Отдаться сумасшедшему смеху – то же, что плыть по воле волн. Сборище людей, охваченное неудержимым хохотом, – то же, что судно, потерявшее компас. Никто уже не знал, ни чего он хочет, ни что он делает. Пришлось закрыть заседание.
«Ввиду происшедшего» лорд-канцлер отложил голосование на следующий день. Члены палаты стали расходиться. Поклонившись королевскому креслу, лорды покидали зал. Их смех еще звучал в коридорах, теряясь где-то в отдалении. Кроме официальных выходов, во всех залах заседаний есть еще много дверей, скрытых коврами, лепными украшениями стен и нишами; просачиваясь в эти выходы, как просачивается влага в трещины сосуда, публика быстро освобождает помещение. В несколько минут зал пустеет. Такие перемены наступают быстро, почти без переходов. В местах шумных сборищ сразу же воцаряется безмолвие.

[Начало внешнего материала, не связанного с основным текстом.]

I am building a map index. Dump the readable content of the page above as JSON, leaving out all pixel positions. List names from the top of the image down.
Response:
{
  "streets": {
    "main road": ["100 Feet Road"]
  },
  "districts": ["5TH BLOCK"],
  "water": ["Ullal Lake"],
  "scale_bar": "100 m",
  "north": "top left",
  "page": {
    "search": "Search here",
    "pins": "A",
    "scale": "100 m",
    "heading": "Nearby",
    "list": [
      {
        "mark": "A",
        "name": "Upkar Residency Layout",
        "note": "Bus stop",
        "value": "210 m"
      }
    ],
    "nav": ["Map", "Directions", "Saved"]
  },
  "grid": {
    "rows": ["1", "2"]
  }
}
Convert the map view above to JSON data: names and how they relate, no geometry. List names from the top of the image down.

Углубившись в раздумье, можно забыть обо всем и в конце концов оказаться как бы на другой планете. Гуинплен вдруг словно очнулся. Он был один в пустом зале; он и не заметил, как закрыли заседание. Все пэры куда-то исчезли, даже оба его восприемника. Осталось лишь несколько служителей палаты, ожидавших ухода «его милости», чтобы покрыть чехлами мебель и погасить свет. Он машинально надел шляпу, сошел со своей скамьи и направился к большим дверям, распахнутым в галерею. Когда он проходил мимо перил, привратник снял с него пэрскую мантию. Он едва обратил на это внимание. Мгновение спустя он был уже в галерее.

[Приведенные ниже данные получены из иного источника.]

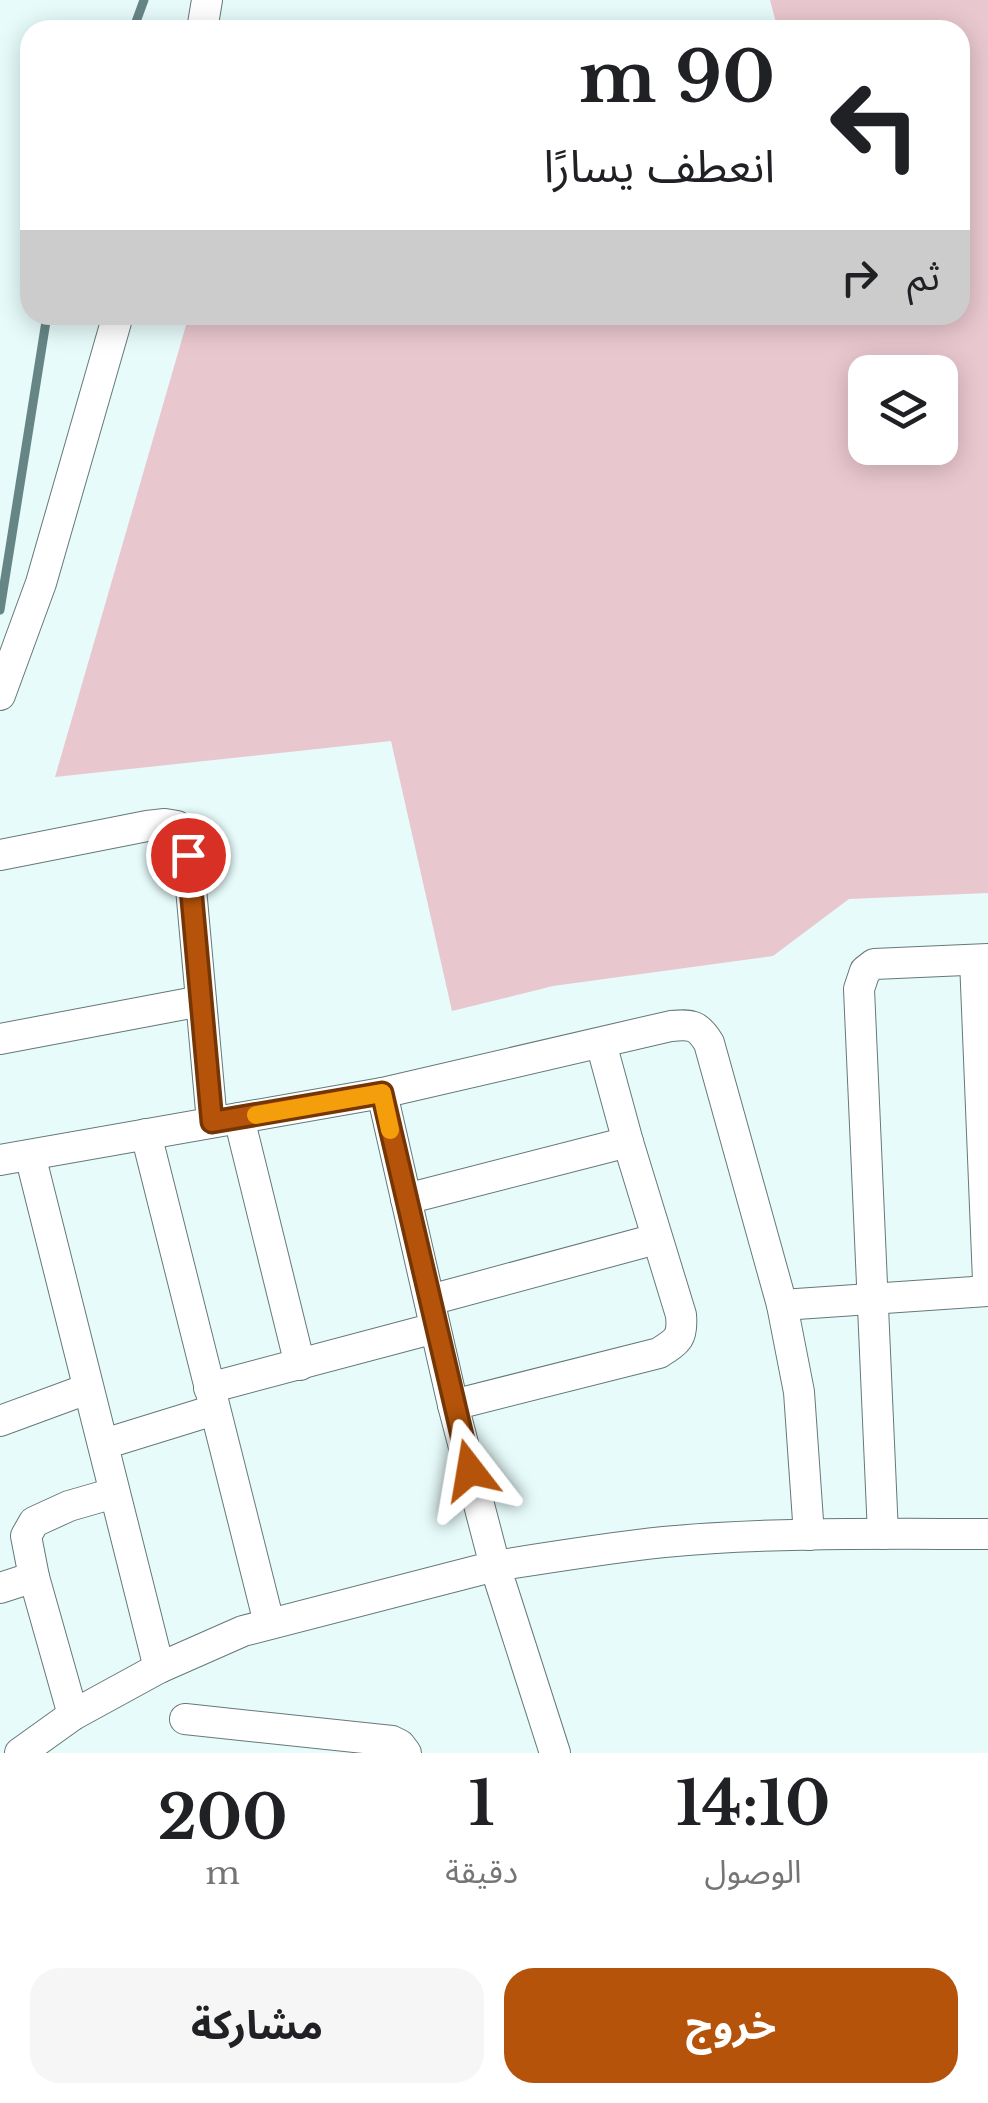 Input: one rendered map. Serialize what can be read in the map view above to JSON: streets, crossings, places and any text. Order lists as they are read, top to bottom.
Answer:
{
  "page": {
    "turn": ["90 m", "انعطف يسارًا"],
    "then": "ثم",
    "eta": [
      "14:10",
      "الوصول",
      "1",
      "دقيقة",
      "200",
      "m"
    ],
    "buttons": ["خروج", "مشاركة"]
  }
} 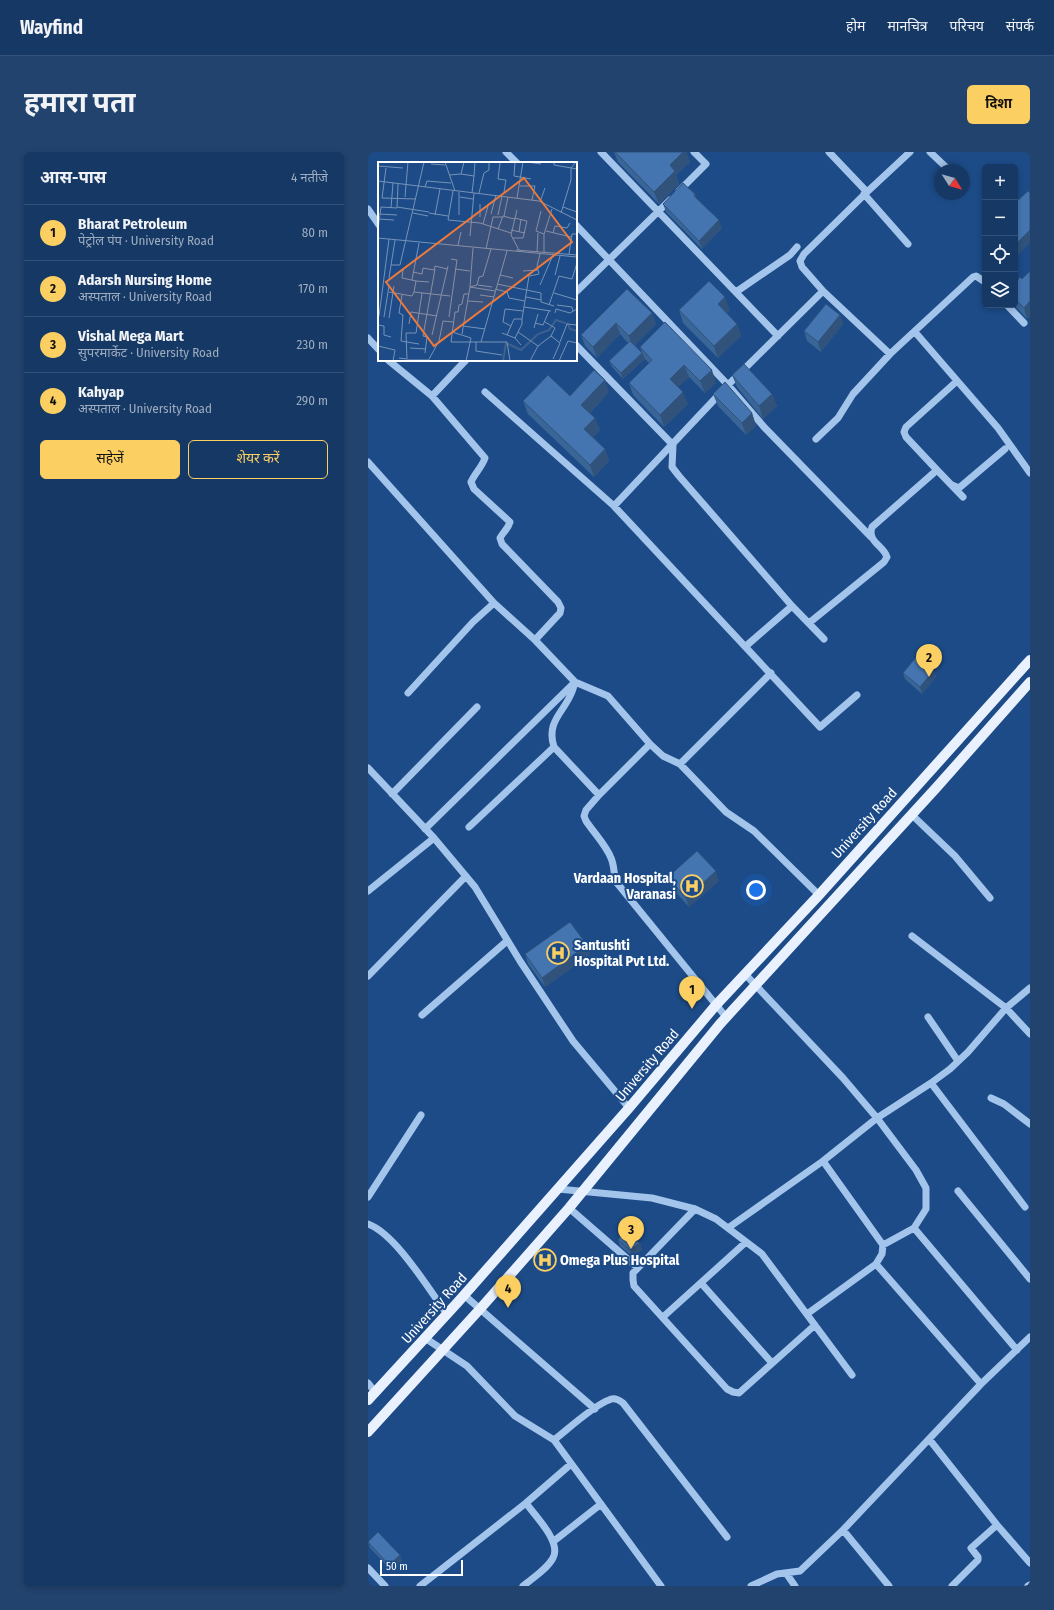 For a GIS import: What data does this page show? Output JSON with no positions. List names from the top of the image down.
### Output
{
  "streets": {
    "main road": ["University Road"]
  },
  "places": {
    "hospital": ["Vardaan Hospital, Varanasi", "Santushti Hospital Pvt Ltd.", "Omega Plus Hospital"]
  },
  "scale_bar": "50 m",
  "north": "bottom right",
  "page": {
    "header": "Wayfind",
    "nav": [
      "होम",
      "मानचित्र",
      "परिचय",
      "संपर्क"
    ],
    "buttons": [
      "दिशा",
      ["सहेजें", "शेयर करें"]
    ],
    "title": "हमारा पता",
    "heading": ["आस-पास", "4 नतीजे"],
    "map_buttons": ["+", "−"],
    "list": [
      {
        "mark": "1",
        "name": "Bharat Petroleum",
        "note": "पेट्रोल पंप · University Road",
        "value": "80 m"
      },
      {
        "mark": "2",
        "name": "Adarsh Nursing Home",
        "note": "अस्पताल · University Road",
        "value": "170 m"
      },
      {
        "mark": "3",
        "name": "Vishal Mega Mart",
        "note": "सुपरमार्केट · University Road",
        "value": "230 m"
      },
      {
        "mark": "4",
        "name": "Kahyap",
        "note": "अस्पताल · University Road",
        "value": "290 m"
      }
    ],
    "pins": [
      "2",
      "1",
      "3",
      "4"
    ],
    "scale": "50 m"
  }
}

Слуги, находившиеся в зале, с удивлением заметили, что новый лорд вышел, не поклонившись трону,
8. БЫЛ БЫ ХОРОШИМ БРАТОМ, ЕСЛИ БЫ НЕ БЫЛ ПРИМЕРНЫМ СЫНОМ
В галерее уже никого не было. Гуинплен прошел через стеклянную ротонду, откуда успели убрать кресло и столы и где не оставалось больше никаких следов церемонии его посвящения в пэры. Горевшие на равном расстоянии друг от друга люстры и канделябры указывали ему путь к выходу. Благодаря этой веренице огней Гуинплену удалось легко отыскать в путанице залов и коридоров дорогу, по которой он шел в палату вслед за герольдмейстером и приставом черного жезла. Он не встретил ни души, если не считать нескольких замешкавшихся старых лордов, тяжелыми шагании бредущих к выходу.
Вдруг среди безмолвия этих огромных пустынных залов до него долетел неясный гул человеческих голосов, необычный для такого места и в столь поздний час. Он направился в ту сторону, откуда доносился шум, и очутился в широком, слабо освещенном вестибюле, служившем выходом из платы. Сквозь распахнутую стеклянную дверь виден был подъезд, лакей с факелами, площадь и ряд карет, ожидавших у подъезда.
Отсюда и исходил шум, услышанный Гуинпленом.
Около двери, под фонтаном, в вестибюле стояла кучка людей, которые бурно жестикулировали и громко о чем-то спорили. Незамеченный в полумраке Гуинплен подошел ближе.